TASK STATEMENT |
Check every line of the data below for the word "stream" and say how many have it, without further comment.

Stored data entries
******
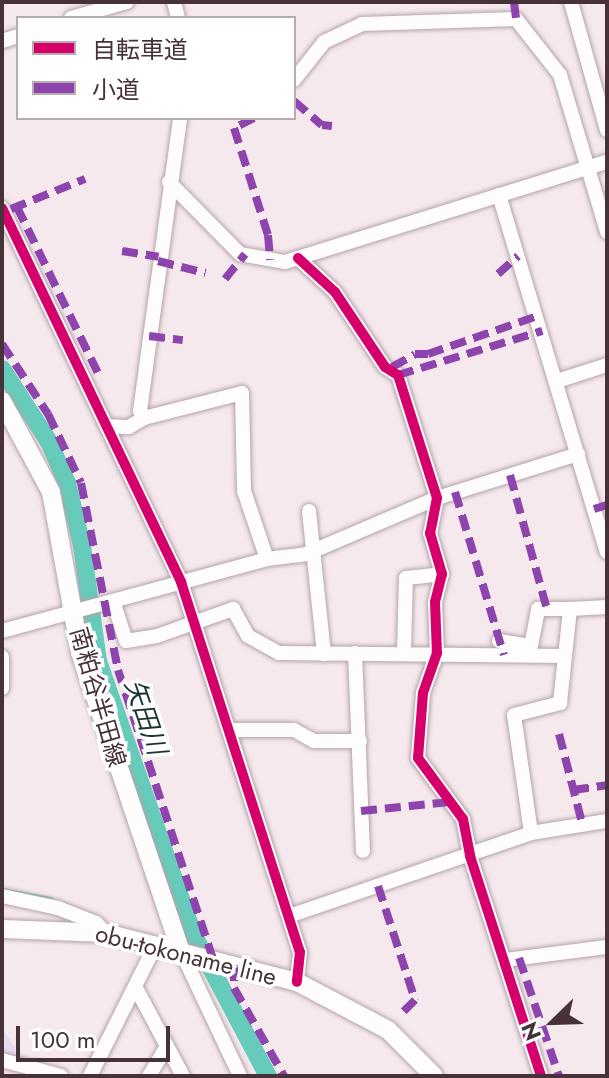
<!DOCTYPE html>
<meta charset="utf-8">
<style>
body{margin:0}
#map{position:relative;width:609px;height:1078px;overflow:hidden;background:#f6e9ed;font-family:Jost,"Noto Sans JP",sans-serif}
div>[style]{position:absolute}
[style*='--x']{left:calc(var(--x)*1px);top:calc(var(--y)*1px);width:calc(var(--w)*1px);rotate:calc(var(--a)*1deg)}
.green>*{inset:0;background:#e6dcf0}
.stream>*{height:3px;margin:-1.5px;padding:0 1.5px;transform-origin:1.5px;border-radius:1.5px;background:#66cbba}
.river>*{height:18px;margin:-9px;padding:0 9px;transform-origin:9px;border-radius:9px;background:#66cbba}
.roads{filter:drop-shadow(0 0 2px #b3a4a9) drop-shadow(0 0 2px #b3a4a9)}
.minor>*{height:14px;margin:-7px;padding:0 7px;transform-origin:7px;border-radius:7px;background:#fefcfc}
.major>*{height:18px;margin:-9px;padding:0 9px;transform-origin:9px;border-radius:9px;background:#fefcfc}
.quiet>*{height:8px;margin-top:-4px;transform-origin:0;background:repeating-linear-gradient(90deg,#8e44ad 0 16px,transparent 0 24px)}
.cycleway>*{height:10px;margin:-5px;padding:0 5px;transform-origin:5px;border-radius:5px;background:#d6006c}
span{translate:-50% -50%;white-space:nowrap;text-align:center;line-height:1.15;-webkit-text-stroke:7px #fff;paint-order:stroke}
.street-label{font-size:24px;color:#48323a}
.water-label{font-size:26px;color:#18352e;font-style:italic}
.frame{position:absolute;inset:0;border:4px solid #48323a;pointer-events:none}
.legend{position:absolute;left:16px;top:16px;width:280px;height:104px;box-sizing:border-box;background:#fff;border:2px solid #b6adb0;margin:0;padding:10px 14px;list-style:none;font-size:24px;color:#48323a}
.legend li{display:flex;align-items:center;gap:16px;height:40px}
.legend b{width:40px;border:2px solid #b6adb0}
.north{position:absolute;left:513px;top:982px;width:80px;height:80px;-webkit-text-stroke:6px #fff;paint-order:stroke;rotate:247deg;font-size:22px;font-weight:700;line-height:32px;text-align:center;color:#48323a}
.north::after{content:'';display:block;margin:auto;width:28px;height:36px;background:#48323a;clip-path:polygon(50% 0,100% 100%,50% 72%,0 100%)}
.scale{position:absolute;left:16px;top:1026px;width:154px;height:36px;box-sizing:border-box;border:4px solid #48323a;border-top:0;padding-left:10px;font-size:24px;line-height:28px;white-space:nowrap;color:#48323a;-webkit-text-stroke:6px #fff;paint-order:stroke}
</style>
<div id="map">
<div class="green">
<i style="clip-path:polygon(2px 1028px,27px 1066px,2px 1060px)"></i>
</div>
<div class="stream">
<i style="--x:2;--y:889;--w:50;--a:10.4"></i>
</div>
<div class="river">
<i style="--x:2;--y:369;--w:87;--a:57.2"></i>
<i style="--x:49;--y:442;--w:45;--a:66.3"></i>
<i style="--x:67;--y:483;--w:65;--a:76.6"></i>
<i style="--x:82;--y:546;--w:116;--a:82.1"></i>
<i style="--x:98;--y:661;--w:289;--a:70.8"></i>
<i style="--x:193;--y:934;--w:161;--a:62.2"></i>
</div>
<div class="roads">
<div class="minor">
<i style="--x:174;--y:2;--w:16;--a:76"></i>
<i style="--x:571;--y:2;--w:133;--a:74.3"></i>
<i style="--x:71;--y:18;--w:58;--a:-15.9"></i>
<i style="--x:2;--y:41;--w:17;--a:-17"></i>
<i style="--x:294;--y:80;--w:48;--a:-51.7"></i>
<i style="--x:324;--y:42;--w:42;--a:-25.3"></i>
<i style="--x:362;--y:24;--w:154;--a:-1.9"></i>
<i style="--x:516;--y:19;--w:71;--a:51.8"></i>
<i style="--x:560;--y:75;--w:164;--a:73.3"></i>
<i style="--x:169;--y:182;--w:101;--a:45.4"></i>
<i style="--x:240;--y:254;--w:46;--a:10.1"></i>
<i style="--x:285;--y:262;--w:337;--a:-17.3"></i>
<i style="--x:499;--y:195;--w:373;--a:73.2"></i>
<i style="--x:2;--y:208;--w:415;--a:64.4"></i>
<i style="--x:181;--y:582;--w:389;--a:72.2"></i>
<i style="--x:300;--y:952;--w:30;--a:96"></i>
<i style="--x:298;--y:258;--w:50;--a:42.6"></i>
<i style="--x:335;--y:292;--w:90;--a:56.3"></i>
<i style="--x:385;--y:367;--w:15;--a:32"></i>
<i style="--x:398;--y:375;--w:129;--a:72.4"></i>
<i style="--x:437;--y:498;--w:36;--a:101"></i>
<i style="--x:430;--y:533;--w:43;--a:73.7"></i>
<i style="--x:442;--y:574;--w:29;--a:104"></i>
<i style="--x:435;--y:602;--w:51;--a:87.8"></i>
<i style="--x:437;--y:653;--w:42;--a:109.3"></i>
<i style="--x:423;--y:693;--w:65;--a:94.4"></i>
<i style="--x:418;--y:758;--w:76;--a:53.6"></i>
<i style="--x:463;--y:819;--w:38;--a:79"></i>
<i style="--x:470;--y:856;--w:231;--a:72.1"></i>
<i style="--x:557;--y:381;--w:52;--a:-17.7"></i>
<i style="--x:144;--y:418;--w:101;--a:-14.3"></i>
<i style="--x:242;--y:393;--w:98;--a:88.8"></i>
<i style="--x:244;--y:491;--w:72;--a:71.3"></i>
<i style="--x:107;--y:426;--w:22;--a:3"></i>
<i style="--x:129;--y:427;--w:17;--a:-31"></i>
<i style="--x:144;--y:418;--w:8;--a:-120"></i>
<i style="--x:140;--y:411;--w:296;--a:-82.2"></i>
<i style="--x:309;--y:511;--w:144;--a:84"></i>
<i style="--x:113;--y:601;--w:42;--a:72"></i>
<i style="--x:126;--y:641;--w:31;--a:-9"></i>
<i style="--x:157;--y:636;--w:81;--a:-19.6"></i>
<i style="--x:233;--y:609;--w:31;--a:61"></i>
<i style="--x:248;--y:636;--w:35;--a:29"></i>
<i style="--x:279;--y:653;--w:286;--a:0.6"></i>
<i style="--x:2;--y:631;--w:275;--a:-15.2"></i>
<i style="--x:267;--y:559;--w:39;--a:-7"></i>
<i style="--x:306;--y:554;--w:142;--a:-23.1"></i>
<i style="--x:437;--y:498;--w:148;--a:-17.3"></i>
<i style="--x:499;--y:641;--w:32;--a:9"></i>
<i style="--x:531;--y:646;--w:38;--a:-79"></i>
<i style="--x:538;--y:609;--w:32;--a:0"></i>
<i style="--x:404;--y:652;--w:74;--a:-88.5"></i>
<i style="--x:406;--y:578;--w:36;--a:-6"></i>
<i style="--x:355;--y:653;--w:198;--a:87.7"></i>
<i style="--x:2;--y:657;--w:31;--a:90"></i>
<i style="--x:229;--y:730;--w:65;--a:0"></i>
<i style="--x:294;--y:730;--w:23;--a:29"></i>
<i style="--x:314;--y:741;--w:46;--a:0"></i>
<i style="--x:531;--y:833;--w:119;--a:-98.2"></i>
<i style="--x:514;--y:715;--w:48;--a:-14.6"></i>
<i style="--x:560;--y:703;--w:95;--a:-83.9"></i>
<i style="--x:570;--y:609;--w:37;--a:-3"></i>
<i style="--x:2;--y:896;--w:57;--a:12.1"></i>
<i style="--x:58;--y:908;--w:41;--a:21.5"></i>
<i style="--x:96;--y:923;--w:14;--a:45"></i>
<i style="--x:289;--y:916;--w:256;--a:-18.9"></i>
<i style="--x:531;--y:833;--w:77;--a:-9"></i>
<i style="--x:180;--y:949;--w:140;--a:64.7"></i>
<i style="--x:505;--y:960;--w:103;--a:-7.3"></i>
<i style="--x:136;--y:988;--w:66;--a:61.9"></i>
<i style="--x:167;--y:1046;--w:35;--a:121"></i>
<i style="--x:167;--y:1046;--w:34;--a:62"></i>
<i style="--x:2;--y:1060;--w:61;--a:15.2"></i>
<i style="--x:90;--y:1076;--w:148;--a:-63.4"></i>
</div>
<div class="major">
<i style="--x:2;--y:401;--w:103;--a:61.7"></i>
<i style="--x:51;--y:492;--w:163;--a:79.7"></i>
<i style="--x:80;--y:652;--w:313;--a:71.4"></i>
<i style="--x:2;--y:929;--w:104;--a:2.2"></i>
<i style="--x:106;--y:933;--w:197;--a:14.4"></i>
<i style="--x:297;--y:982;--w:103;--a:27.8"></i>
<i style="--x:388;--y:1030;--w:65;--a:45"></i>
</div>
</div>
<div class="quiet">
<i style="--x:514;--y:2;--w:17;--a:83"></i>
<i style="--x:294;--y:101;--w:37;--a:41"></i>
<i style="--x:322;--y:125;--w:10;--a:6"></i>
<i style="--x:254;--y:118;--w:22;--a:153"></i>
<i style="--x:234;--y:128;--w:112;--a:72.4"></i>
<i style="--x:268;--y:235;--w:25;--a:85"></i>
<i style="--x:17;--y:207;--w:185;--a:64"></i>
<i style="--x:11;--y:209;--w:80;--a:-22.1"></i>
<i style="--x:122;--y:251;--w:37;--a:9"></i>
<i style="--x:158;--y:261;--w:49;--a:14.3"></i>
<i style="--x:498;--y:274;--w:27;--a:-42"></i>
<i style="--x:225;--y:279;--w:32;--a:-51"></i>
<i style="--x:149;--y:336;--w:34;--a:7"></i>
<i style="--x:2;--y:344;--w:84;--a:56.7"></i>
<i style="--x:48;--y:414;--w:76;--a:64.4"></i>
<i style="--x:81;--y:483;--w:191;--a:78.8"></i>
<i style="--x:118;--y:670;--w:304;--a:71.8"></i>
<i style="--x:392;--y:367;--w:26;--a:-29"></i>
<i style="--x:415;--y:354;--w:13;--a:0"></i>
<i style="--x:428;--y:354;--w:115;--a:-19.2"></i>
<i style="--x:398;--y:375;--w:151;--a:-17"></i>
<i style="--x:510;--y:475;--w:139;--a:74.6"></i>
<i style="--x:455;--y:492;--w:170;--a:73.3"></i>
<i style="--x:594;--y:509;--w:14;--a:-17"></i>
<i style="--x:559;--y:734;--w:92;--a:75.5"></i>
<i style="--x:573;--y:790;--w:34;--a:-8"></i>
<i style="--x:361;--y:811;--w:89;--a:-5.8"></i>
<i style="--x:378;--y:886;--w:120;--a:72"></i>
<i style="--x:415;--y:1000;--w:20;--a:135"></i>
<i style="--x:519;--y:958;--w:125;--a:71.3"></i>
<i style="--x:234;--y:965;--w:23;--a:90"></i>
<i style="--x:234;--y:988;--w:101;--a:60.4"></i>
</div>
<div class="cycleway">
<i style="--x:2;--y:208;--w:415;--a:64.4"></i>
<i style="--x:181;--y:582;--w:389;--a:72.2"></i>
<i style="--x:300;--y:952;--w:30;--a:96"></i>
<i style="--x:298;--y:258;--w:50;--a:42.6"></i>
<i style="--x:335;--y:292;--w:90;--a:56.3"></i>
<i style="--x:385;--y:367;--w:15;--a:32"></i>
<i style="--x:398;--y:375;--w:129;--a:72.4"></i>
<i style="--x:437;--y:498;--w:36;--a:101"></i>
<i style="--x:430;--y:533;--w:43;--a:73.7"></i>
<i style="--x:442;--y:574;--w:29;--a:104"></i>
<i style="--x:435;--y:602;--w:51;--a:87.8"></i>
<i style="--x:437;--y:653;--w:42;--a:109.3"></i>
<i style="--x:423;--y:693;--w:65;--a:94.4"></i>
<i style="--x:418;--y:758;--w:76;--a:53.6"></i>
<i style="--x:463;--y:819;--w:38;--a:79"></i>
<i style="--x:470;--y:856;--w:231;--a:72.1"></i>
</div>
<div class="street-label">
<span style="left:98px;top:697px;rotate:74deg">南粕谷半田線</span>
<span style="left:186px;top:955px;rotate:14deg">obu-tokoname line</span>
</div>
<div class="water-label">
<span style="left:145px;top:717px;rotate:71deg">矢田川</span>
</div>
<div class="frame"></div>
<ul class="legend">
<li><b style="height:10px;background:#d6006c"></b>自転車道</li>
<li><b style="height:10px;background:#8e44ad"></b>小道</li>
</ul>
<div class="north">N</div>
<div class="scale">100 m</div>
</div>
******
TASK RESULT |
2